Other cultures of course, have different constellations. The Sun, Moon and planets travel through a specific band in the sky called the Zodiac.

Astrology and astronomy

The classical zodiac has twelve constellations. With twelve constellations, the Sun is in a different one each month. There are 88 constellations and actually thirteen of them are on the ecliptic. The 13 th one is Ophiuchus. So how many constellations are on the Zodiac? Depends on what sky object you care about.

The Sun has thirteen along its path, the Moon has about twenty. If this seems quite arbitrary, it is. Planets do shine from reflected sunlight. The Sun is a star too, so it does the same thing. When you look up at the stars, remember that each one you see is a giant nuclear fusion reactor.

Some, maybe most of them have planets — planets that shine with borrowed light. Some names stick even when they make no sense. Lunar phases have two points named quarters: First Quarter and Last or Third Quarter. Each month has about four weeks because they are stand-ins for the phases of the moon.

There are four quarters in the total lunar cycle, so each week represents one quarter of the cycle. In order, they are:. People studied the motions of the planets and hoped to used them to predict not only the behavior of the heavens, but also wars, natural disasters, the rise and fall of kings, and other earthly matters. However, around the time of Johannes Kepler, Galileo Galilei and Isaac Newton, astronomers came to realize that astrology was basically bunk.

From that time on, the primary job of an astronomer was to use physics to understand what was going on in the sky. Some people stuck to astrology, though.
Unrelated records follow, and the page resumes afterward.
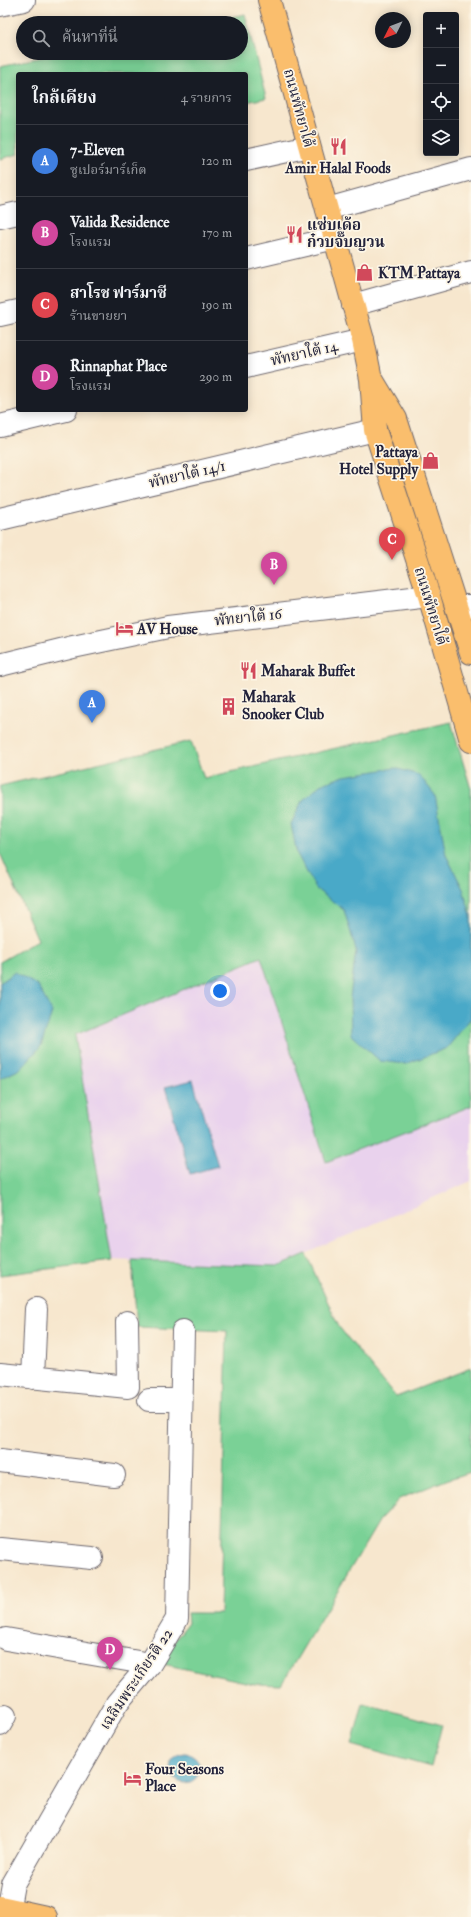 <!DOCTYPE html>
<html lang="th">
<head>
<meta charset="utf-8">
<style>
	body { margin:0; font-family:"IM FELL Double Pica","Noto Serif Thai",serif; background:#20242c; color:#f1f3f6 }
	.controls { position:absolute; right:12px; top:12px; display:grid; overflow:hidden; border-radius:4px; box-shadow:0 2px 10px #0003 }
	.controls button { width:36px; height:36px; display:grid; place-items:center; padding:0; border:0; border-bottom:1px solid #363941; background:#171b24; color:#f1f3f6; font:20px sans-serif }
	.compass { position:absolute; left:375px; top:12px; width:36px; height:36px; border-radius:50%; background:#171b24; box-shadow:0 2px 10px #0003; rotate:228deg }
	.you { position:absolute; left:220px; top:991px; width:14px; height:14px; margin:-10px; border:3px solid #fff; border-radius:50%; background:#1a73e8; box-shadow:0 0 0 6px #1a73e833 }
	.badge { display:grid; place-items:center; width:26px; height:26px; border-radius:50%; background:#d1495b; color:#fff; font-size:13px; font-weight:700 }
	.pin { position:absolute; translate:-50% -33px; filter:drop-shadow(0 1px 2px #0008) }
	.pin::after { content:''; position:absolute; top:21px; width:14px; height:12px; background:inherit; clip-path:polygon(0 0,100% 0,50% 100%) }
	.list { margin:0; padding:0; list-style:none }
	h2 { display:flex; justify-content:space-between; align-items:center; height:52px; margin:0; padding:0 16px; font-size:17px }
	h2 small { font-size:13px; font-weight:400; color:#9ea1a6 }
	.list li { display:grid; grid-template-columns:26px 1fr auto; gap:12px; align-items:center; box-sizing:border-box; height:72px; padding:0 16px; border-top:1px solid #363941 }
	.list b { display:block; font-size:15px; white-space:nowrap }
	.list p { margin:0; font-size:13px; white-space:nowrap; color:#9ea1a6 }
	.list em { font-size:13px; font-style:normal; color:#9ea1a6 }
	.icon { flex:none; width:22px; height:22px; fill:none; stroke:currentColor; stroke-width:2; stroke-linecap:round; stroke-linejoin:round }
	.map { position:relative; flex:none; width:471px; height:1917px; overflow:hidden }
	.search { position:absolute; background:#171b24; box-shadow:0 2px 10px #0003; left:16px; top:16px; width:232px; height:44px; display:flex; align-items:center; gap:10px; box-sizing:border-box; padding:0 14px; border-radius:22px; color:#9ea1a6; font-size:15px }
	.panel { position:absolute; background:#171b24; box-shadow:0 2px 10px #0003; left:16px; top:72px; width:232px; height:340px; border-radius:4px }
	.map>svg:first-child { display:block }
	.built { fill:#e9d2ed }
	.green { fill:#7ad196; stroke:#4e7a68 }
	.water { fill:#4aa9c8; stroke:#366682 }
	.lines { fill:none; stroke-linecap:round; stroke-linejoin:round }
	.minor-casing { stroke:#6d676e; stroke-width:24 }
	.major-casing { stroke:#6d676e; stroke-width:24 }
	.minor { stroke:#fff; stroke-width:22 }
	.major { stroke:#fabe6d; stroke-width:22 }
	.labels { text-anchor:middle; stroke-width:3.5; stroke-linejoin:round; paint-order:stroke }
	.street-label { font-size:15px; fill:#22223b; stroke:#fcf5e5 }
	.poi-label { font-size:15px; font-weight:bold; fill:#22223b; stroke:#fcf5e5; text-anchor:start }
</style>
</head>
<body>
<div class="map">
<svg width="471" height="1917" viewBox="0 0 471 1917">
	<rect width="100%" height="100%" fill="#fcf5e5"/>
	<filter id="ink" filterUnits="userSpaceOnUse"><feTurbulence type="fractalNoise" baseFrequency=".025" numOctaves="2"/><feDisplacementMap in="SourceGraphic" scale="8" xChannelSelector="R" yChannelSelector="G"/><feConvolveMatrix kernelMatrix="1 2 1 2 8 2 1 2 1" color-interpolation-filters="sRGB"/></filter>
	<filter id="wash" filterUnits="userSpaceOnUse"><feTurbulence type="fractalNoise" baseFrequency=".012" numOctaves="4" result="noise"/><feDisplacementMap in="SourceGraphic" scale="16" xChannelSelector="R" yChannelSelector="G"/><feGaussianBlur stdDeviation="0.9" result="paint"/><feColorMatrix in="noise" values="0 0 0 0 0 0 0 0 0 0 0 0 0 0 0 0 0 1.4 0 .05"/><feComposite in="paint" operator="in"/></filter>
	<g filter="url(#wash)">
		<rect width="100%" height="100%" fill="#f7e7ce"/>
		<path class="built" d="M451,722L471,787V1181L278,1266L112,1260L74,1032L204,778Z"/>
		<path class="green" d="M245,14L266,98L246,102V74H18V154L0,159V66L61,53H241V23H203Z
			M451,722L471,789V1106L326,1162L261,957L75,1035L112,1261L0,1275V962L38,940L0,853V786L191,741L204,778Z
			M306,1254L339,1327L396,1397L471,1368V1472L446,1480L399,1499L381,1518L281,1685L255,1684L158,1663L188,1623L187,1613H220L227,1331L137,1327L132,1261L278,1266Z
			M363,1703L442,1725L431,1767L352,1745Z"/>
		<path class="water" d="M395,768L419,775L435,795L446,855L463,889L471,916V1018L447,1048L406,1064L380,1061L351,1035L350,998L356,950L344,910L316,889L297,854L291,824L302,801L320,785L344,776Z
			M15,972L38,986L52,1012L41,1046L20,1069L0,1079V983Z
			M193,1080L218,1166L190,1174L165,1087Z
			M170 1768a15 15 0 1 1 30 0a15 15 0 1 1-30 0Z"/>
	</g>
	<g filter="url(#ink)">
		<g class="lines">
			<defs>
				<path id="minor" d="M0,5L24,0
					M246,160L309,146
					M327,209L471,169
					M0,217L18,213
					M246,259L335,238
					M353,305L471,272
					M0,315L18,311
					M246,367L363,340
					M0,426L66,410
					M0,519L375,430
					M457,606H471
					M0,665L73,647L168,627L429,596
					M0,1374L128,1387L127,1322
					M33,1378L36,1309
					M149,1400H181
					M0,1461L114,1475
					M0,1549L92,1558
					M6,1639L150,1664
					M0,1725L5,1716
					M7,1917L13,1884L117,1703L150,1664L177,1619L183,1331"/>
				<path id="major" d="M269,0L363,340L371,379L375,430L429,596L471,741
					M373,381L396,419L471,653
					M0,1907L46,1917"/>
			</defs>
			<use href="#minor" class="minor-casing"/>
			<use href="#major" class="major-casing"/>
			<use href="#minor" class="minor"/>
			<use href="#major" class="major"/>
		</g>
	</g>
	<defs>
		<symbol id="restaurant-bare" viewBox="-9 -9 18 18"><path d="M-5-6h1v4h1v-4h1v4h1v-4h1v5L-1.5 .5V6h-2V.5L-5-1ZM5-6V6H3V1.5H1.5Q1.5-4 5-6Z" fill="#d1495b" stroke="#fcf5e5" stroke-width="2.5" paint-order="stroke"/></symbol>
		<symbol id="shop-bare" viewBox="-9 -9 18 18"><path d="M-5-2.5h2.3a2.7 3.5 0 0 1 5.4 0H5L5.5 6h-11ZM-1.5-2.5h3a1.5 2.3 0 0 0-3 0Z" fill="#d1495b" stroke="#fcf5e5" stroke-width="2.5" paint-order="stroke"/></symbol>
		<symbol id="hotel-bare" viewBox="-9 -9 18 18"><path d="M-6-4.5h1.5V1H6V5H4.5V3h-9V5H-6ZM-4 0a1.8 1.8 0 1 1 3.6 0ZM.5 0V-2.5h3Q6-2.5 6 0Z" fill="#d1495b" stroke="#fcf5e5" stroke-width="2.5" paint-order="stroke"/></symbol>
		<symbol id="building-bare" viewBox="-9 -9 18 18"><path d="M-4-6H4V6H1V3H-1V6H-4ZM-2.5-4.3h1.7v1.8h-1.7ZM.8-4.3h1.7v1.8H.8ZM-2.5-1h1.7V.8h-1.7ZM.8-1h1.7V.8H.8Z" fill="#d1495b" stroke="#fcf5e5" stroke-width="2.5" paint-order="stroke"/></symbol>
	</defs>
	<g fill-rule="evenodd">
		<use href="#restaurant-bare" x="326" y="134" width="25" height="25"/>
		<use href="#restaurant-bare" x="282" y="222" width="25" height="25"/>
		<use href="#shop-bare" x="352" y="260" width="25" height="25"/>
		<use href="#shop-bare" x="418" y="448" width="25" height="25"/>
		<use href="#hotel-bare" x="112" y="616" width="25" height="25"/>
		<use href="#restaurant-bare" x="236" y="658" width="25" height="25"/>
		<use href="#building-bare" x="216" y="694" width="25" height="25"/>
		<use href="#hotel-bare" x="120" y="1766" width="25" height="25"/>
	</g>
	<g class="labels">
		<g class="street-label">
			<text transform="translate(299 108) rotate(75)" y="5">ถนนพัทยาใต้</text>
			<text transform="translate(304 353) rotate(-13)" y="5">พัทยาใต้ 14</text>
			<text transform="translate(187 474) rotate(-13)" y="5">พัทยาใต้ 14/1</text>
			<text transform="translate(431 606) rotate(73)" y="5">ถนนพัทยาใต้</text>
			<text transform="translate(248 617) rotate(-6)" y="5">พัทยาใต้ 16</text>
			<text transform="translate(136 1679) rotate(-56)" y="5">เฉลิมพระเกียรติ 22</text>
		</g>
		<g class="poi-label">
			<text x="338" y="173" text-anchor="middle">Amir Halal Foods</text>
			<text x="307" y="230">แซ่บเด้อ<tspan x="307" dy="17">ก๋วบจั๊บญวน</tspan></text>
			<text x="378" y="278">KTM Pattaya</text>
			<text x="418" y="457" text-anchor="end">Pattaya<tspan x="418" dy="17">Hotel Supply</tspan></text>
			<text x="137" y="634">AV House</text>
			<text x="261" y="676">Maharak Buffet</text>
			<text x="242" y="702">Maharak<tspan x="242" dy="17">Snooker Club</tspan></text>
			<text x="145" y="1774">Four Seasons<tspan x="145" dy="17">Place</tspan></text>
		</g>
	</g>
</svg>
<div class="controls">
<button>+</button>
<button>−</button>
<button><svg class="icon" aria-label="locate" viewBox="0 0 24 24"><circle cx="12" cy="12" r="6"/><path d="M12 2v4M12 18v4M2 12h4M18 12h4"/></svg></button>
<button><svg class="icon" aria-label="layers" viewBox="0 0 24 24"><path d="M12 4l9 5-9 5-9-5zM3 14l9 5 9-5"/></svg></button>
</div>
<svg class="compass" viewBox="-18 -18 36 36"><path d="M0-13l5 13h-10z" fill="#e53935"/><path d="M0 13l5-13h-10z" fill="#9ea1a6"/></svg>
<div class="you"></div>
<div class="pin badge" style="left:92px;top:723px;background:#3f7fe0">A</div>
<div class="pin badge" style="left:274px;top:585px;background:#d1479c">B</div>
<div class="pin badge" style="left:392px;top:560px;background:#e0444e">C</div>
<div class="pin badge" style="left:110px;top:1670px;background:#d1479c">D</div>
<div class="search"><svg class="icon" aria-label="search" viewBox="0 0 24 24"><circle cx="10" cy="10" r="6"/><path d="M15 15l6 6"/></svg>ค้นหาที่นี่</div>
<section class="panel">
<h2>ใกล้เคียง<small>4 รายการ</small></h2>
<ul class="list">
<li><span class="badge" style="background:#3f7fe0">A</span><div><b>7-Eleven</b><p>ซูเปอร์มาร์เก็ต</p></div><em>120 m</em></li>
<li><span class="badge" style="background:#d1479c">B</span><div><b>Valida Residence</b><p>โรงแรม</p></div><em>170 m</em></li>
<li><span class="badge" style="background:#e0444e">C</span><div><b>สาโรช ฟาร์มาซี</b><p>ร้านขายยา</p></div><em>190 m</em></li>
<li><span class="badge" style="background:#d1479c">D</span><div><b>Rinnaphat Place</b><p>โรงแรม</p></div><em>290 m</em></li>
</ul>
</section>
</div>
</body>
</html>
Astrologers use computer programs that tell them the positions of the planets using the work of real scientists, incidentally , and they do not look through telescopes or learn about stars and planets and galaxies and so forth like astronomers do--except perhaps for fun.

Astrology has many of the trappings of real science, like math and complicated diagrams and a specialized vocabulary, but astrologers do not follow the scientific method.
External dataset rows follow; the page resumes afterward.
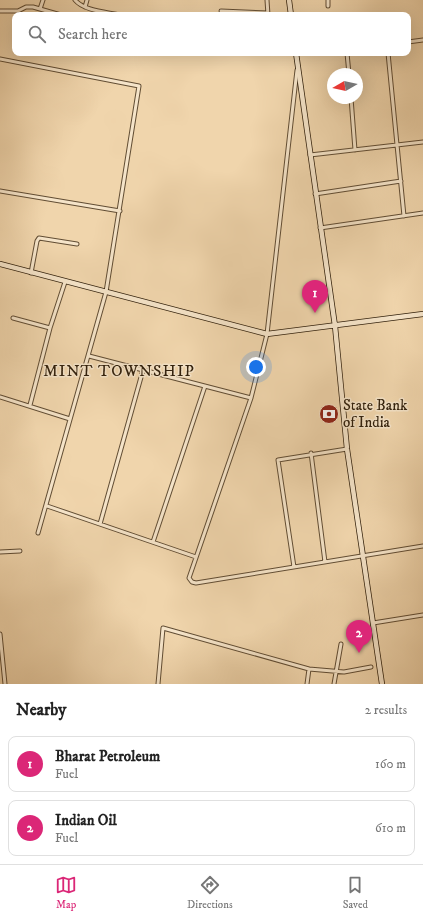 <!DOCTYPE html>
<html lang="en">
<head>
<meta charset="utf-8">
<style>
  body { margin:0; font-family:"IM FELL DW Pica",serif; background:#f2f2f2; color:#222 }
  .compass { position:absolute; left:327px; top:68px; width:36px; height:36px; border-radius:50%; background:#fff; box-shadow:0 4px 16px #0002; rotate:261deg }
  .you { position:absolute; left:256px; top:367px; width:14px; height:14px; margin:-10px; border:3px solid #fff; border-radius:50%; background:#1a73e8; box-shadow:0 0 0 6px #1a73e833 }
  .badge { display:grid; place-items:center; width:26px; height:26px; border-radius:50%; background:#db2777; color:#fff; font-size:13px; font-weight:700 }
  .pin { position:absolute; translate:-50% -33px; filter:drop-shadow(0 1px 2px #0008) }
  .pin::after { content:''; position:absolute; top:21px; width:14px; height:12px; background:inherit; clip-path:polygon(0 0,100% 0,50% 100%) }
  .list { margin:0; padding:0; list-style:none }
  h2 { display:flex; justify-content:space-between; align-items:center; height:52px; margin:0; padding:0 16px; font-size:17px }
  h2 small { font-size:13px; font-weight:400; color:#767676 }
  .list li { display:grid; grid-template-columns:26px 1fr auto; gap:12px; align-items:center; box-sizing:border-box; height:56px; margin:0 8px 8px; padding:0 8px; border:1px solid #e0e0e0; border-radius:8px }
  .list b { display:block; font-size:15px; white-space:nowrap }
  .list p { margin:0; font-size:13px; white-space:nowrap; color:#767676 }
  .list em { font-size:13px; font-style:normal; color:#767676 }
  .icon { flex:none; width:22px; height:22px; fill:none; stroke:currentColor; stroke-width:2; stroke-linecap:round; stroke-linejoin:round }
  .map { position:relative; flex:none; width:423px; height:684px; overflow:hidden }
  .search { position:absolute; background:#fff; box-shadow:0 4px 16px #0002; left:12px; right:12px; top:12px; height:44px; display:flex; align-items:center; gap:10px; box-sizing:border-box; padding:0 14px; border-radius:8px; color:#767676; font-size:15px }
  .sheet { height:180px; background:#fff }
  nav { display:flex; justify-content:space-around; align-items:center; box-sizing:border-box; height:56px; border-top:1px solid #e0e0e0; background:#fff; font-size:11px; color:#767676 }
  nav a { display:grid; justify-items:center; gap:2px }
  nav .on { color:#db2777 }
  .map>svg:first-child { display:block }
</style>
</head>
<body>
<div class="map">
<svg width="423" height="684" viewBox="0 0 423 684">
  <rect width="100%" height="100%" fill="#f0d5ac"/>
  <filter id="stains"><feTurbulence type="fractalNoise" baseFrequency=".005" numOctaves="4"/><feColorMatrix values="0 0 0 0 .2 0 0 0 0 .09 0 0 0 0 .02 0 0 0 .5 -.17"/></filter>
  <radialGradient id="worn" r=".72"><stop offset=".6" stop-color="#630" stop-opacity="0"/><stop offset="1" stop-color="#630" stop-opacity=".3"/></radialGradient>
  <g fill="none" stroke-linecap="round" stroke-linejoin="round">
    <defs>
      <path id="street" d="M75,0C84,11 107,12 120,15
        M267,0L268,15
        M328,6V0
        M85,7L87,0
        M40,9L43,0
        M0,11H18L26,7H33L61,15
        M221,11L268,13
        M408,42L423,40
        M347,53L349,74
        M388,53L404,216
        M0,59L139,86L106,292L38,533
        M297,70L267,334L251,398L189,578L192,582L196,583L423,546
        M351,98L355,150
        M310,155L423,142
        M0,191L120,211
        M315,194L401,181
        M320,228L423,213
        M31,273L37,241L39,238L77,244
        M13,318L50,328
        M89,356L251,398
        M0,397L70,419
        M30,405L50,328L65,282
        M311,453L325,562
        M47,506L196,557
        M100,524L143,370
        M153,542L205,386
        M0,552L20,551
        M294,567L278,460L347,449
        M373,623L423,615
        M0,634L5,684
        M309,669L344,672L371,667
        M158,684L163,628L309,669L307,684
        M334,684L341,644"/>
      <path id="secondary" d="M289,0L291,15
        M296,53L335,326L347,449L382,684
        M0,264L267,334L423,314"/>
    </defs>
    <!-- street casing -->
    <use href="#street" stroke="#614d34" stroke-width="5"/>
    <!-- secondary casing -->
    <use href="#secondary" stroke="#31200c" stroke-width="6"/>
    <!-- street -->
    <use href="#street" stroke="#f5e4c9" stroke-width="3"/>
    <!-- secondary -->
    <use href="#secondary" stroke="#f5e4c9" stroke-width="4.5"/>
  </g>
  <!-- icons -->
  <defs>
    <symbol id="bank-disc" viewBox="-11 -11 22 22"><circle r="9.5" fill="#8f2418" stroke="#f5e4c9"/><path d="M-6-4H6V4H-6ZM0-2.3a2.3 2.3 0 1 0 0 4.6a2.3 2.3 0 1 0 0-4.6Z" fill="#fff"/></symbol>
  </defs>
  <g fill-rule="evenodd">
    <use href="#bank-disc" x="318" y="403" width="22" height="22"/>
  </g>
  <g text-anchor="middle" stroke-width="3" stroke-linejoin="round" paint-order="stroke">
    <!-- poi labels -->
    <g font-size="15" fill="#31200c" stroke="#f5e4c9" text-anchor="start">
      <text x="343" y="410">State Bank<tspan x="343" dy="17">of India</tspan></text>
    </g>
    <!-- neighbourhood labels -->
    <g font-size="16" letter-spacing="1" fill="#31200c" stroke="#f5e4c9">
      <text x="119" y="376">MINT TOWNSHIP</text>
    </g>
  </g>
  <rect width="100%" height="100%" filter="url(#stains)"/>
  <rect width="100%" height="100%" fill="url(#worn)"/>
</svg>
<svg class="compass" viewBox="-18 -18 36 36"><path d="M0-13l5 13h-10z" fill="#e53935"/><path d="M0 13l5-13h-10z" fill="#767676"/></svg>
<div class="you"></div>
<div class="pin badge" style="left:315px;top:313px">1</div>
<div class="pin badge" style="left:359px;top:653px">2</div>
<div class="search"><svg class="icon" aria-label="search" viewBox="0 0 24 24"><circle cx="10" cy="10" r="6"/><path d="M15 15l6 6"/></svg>Search here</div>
</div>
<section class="sheet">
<h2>Nearby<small>2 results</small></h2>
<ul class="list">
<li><span class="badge">1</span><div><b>Bharat Petroleum</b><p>Fuel</p></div><em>160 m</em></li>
<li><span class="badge">2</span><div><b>Indian Oil</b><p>Fuel</p></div><em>610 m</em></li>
</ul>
</section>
<nav>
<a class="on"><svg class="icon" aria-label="map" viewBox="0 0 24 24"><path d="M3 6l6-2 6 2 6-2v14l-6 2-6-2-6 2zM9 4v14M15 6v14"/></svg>Map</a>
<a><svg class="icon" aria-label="directions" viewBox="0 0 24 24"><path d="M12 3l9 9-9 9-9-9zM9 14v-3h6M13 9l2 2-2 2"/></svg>Directions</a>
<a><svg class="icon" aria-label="saved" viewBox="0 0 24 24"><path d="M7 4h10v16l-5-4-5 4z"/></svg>Saved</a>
</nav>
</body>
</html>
Real scientists make careful measurements in well-controlled studies. Astrologers don't do experiments to prove their theories. Instead, they like to provide anecdotal evidence --stories people tell about how accurate they think astrology is.

Anecdotal evidence is not acceptable in a real science because it's too easy to leave out all the negative experiences people have, and people not very good at recalling and accurately reporting experiences.